- TASK TO CARRY OUT
Your answer must be an exact copy of the entries below, with every picture removed.

++++ DATA FOR THIS TASK

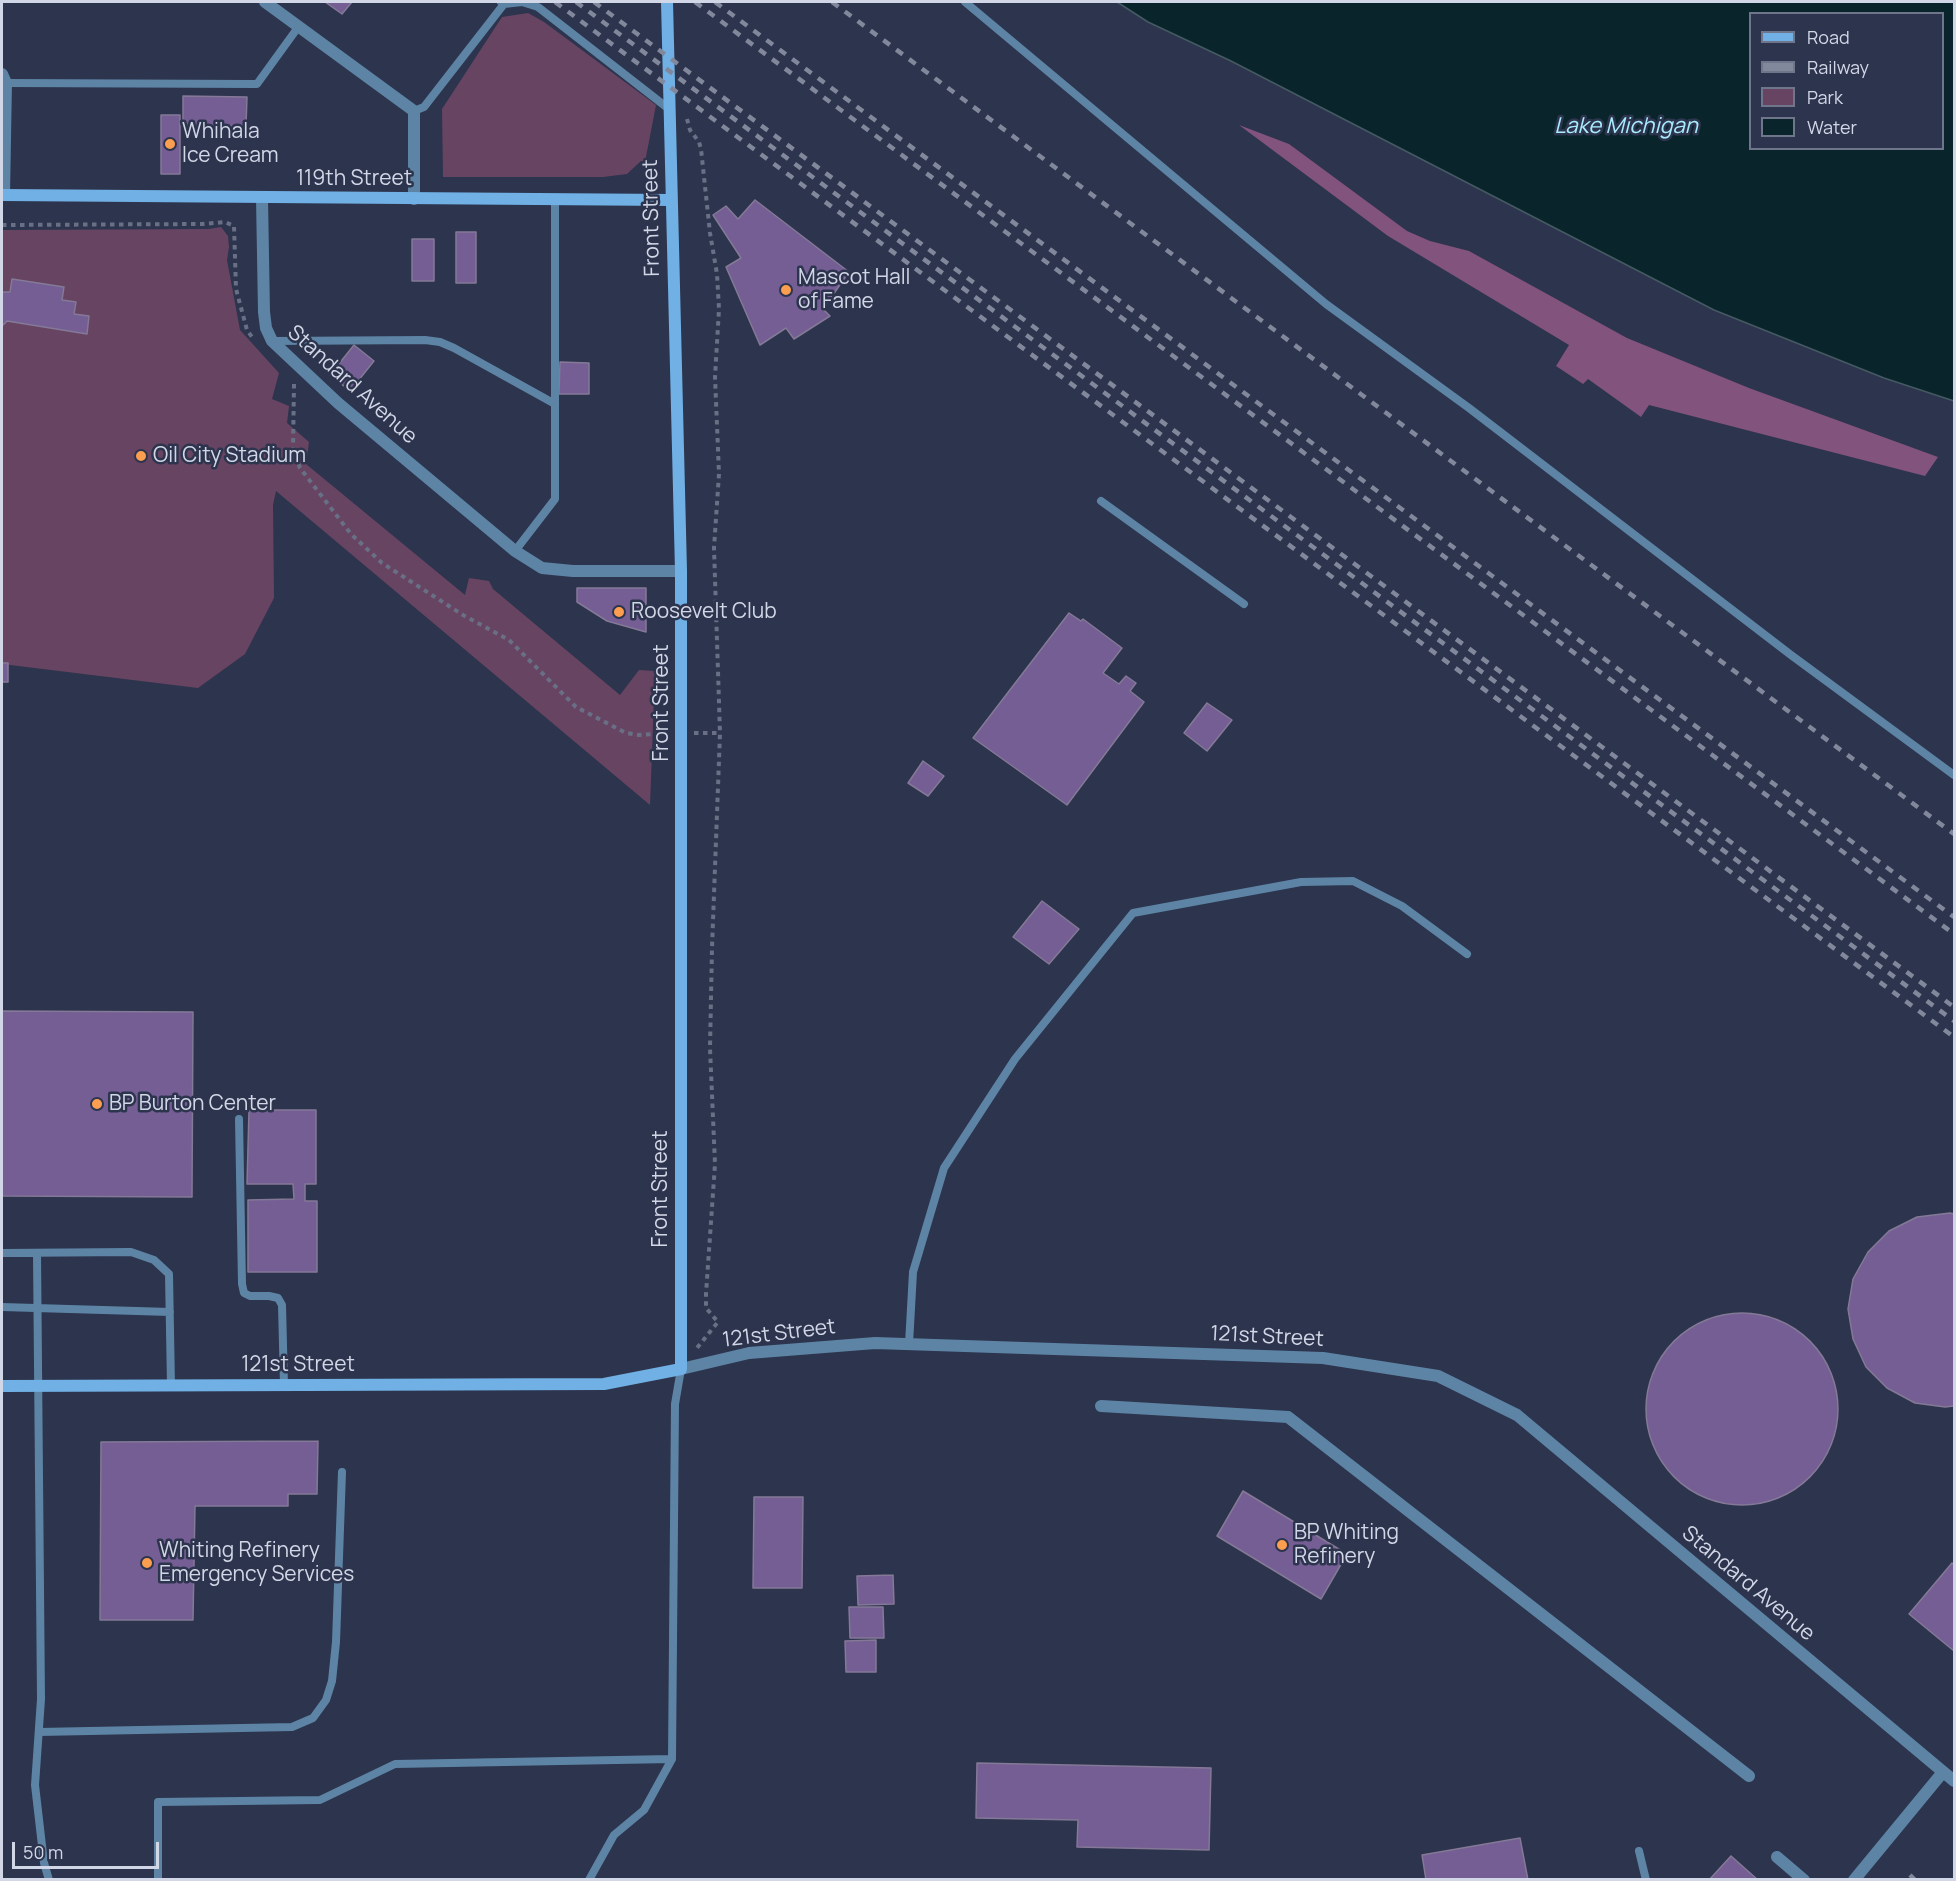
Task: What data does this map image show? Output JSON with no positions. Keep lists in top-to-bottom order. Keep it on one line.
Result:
{"streets":{"street":["119th Street","Front Street","Standard Avenue","121st Street"]},"crossings":[["119th Street","Front Street"],["119th Street","Standard Avenue"],["Front Street","Standard Avenue"],["Front Street","121st Street"],["Standard Avenue","121st Street"]],"water":["Lake Michigan"],"places":["Whihala Ice Cream","Mascot Hall of Fame","Oil City Stadium","Roosevelt Club","BP Burton Center","BP Whiting Refinery","Whiting Refinery Emergency Services"],"legend":["Road","Railway","Park","Water"],"scale_bar":"50 m"}
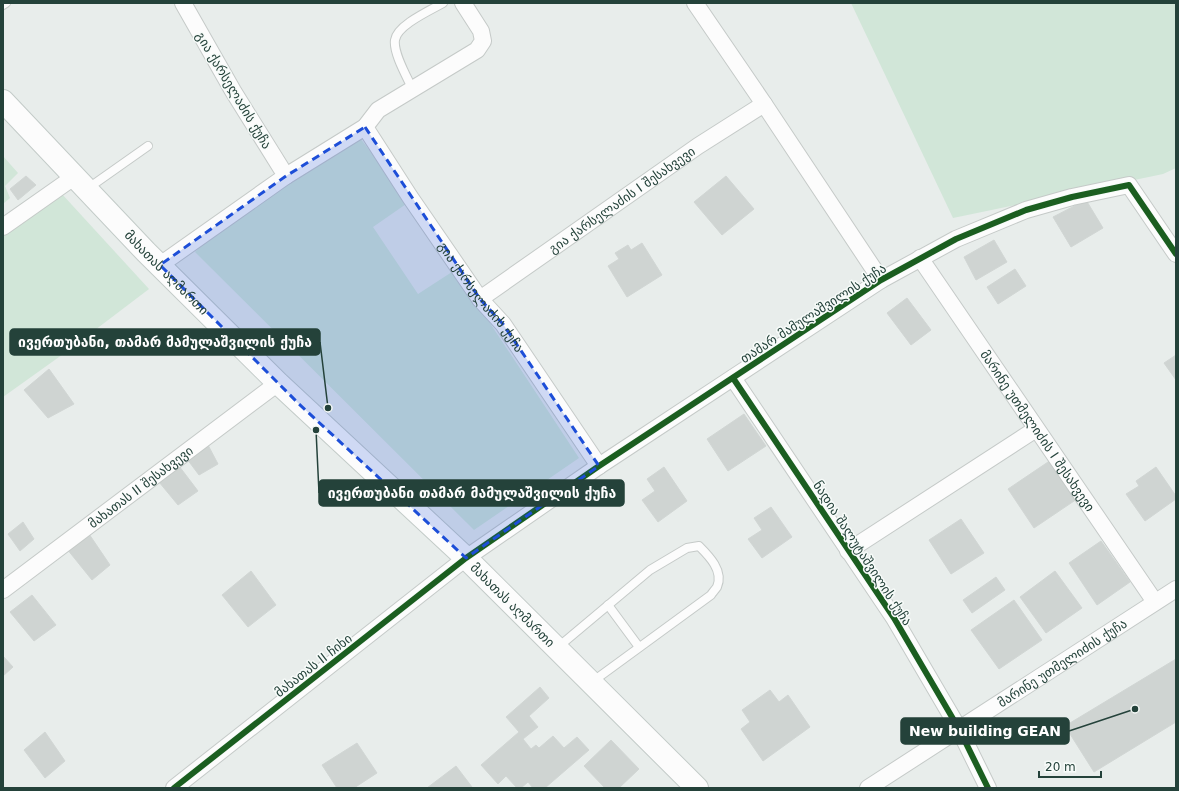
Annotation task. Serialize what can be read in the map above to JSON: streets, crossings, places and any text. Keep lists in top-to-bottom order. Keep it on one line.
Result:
{"streets":{"main road":["მახათას აღმართი"],"street":["გია ქარსელაძის ქუჩა","გია ქარსელაძის I შესახვევი","თამარ მამულაშვილის ქუჩა","მარინე უთმელიძის I შესახვევი","მახათას II შესახვევი","ნადია შალუტაშვილის ქუჩა","მარინე უთმელიძის ქუჩა","მახათას II ჩიხი"]},"crossings":[["გია ქარსელაძის ქუჩა","გია ქარსელაძის I შესახვევი"],["გია ქარსელაძის ქუჩა","თამარ მამულაშვილის ქუჩა"],["მახათას აღმართი","თამარ მამულაშვილის ქუჩა"],["მახათას აღმართი","მახათას II შესახვევი"],["მახათას აღმართი","მახათას II ჩიხი"],["თამარ მამულაშვილის ქუჩა","მარინე უთმელიძის I შესახვევი"],["თამარ მამულაშვილის ქუჩა","ნადია შალუტაშვილის ქუჩა"],["თამარ მამულაშვილის ქუჩა","მახათას II ჩიხი"],["მარინე უთმელიძის I შესახვევი","მარინე უთმელიძის ქუჩა"],["ნადია შალუტაშვილის ქუჩა","მარინე უთმელიძის ქუჩა"]],"places":["ივერთუბანი, თამარ მამულაშვილის ქუჩა","ივერთუბანი თამარ მამულაშვილის ქუჩა","New building GEAN"],"scale_bar":"20 m"}
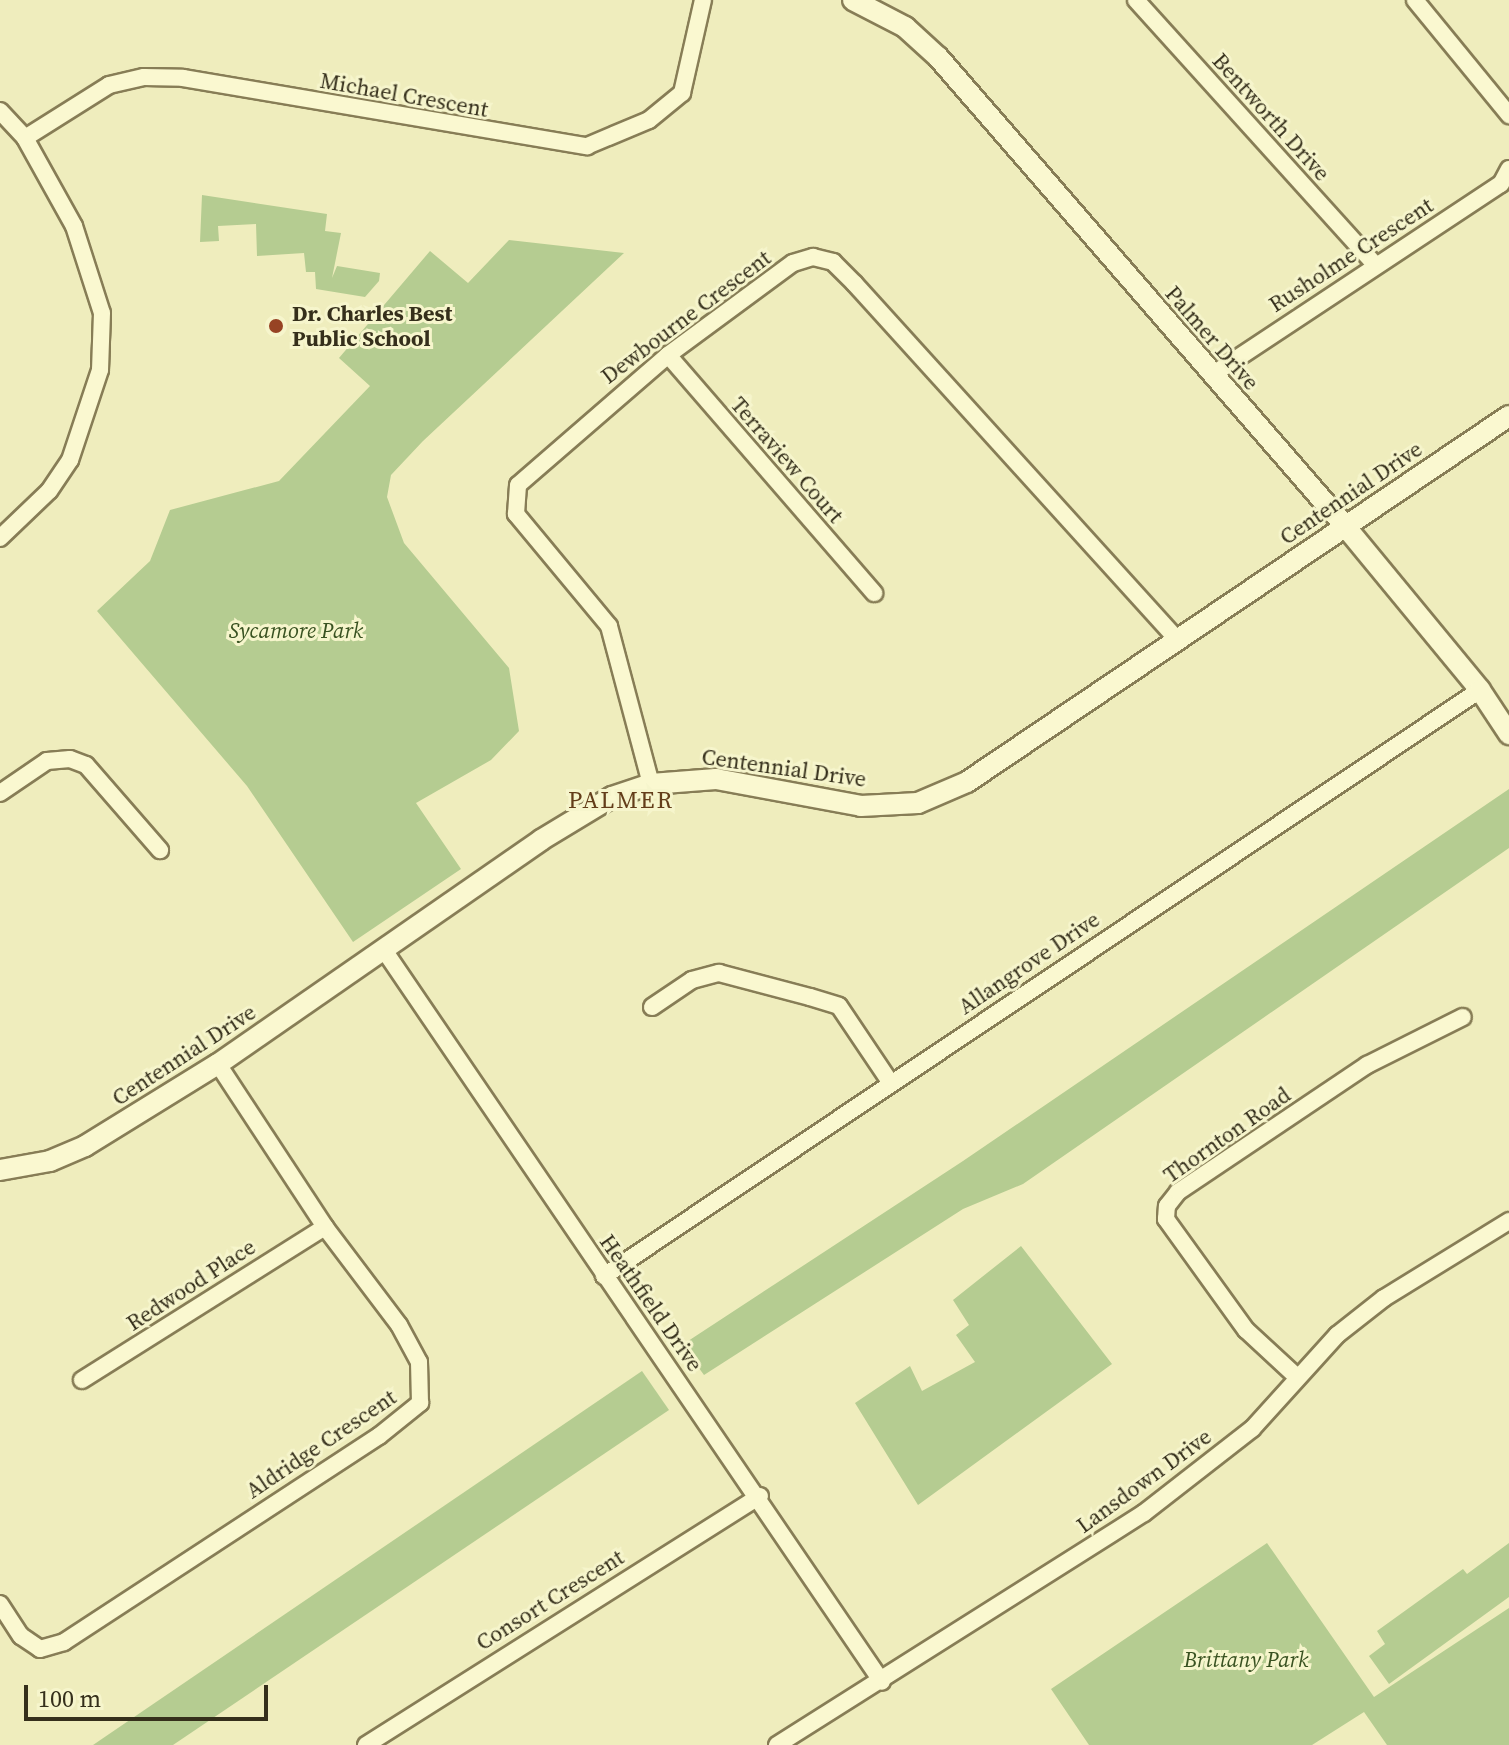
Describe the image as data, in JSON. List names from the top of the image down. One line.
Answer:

++++++++

- OUTPUT
Task: What data does this map image show? Output JSON with no positions. Keep lists in top-to-bottom order. Keep it on one line.
Result:
{"streets":{"street":["119th Street","Front Street","Standard Avenue","121st Street"]},"crossings":[["119th Street","Front Street"],["119th Street","Standard Avenue"],["Front Street","Standard Avenue"],["Front Street","121st Street"],["Standard Avenue","121st Street"]],"water":["Lake Michigan"],"places":["Whihala Ice Cream","Mascot Hall of Fame","Oil City Stadium","Roosevelt Club","BP Burton Center","BP Whiting Refinery","Whiting Refinery Emergency Services"],"legend":["Road","Railway","Park","Water"],"scale_bar":"50 m"}
Annotation task. Serialize what can be read in the map above to JSON: streets, crossings, places and any text. Keep lists in top-to-bottom order. Keep it on one line.
Result:
{"streets":{"main road":["მახათას აღმართი"],"street":["გია ქარსელაძის ქუჩა","გია ქარსელაძის I შესახვევი","თამარ მამულაშვილის ქუჩა","მარინე უთმელიძის I შესახვევი","მახათას II შესახვევი","ნადია შალუტაშვილის ქუჩა","მარინე უთმელიძის ქუჩა","მახათას II ჩიხი"]},"crossings":[["გია ქარსელაძის ქუჩა","გია ქარსელაძის I შესახვევი"],["გია ქარსელაძის ქუჩა","თამარ მამულაშვილის ქუჩა"],["მახათას აღმართი","თამარ მამულაშვილის ქუჩა"],["მახათას აღმართი","მახათას II შესახვევი"],["მახათას აღმართი","მახათას II ჩიხი"],["თამარ მამულაშვილის ქუჩა","მარინე უთმელიძის I შესახვევი"],["თამარ მამულაშვილის ქუჩა","ნადია შალუტაშვილის ქუჩა"],["თამარ მამულაშვილის ქუჩა","მახათას II ჩიხი"],["მარინე უთმელიძის I შესახვევი","მარინე უთმელიძის ქუჩა"],["ნადია შალუტაშვილის ქუჩა","მარინე უთმელიძის ქუჩა"]],"places":["ივერთუბანი, თამარ მამულაშვილის ქუჩა","ივერთუბანი თამარ მამულაშვილის ქუჩა","New building GEAN"],"scale_bar":"20 m"}
Describe the image as data, in JSON. List names from the top of the image down. One line.
Answer:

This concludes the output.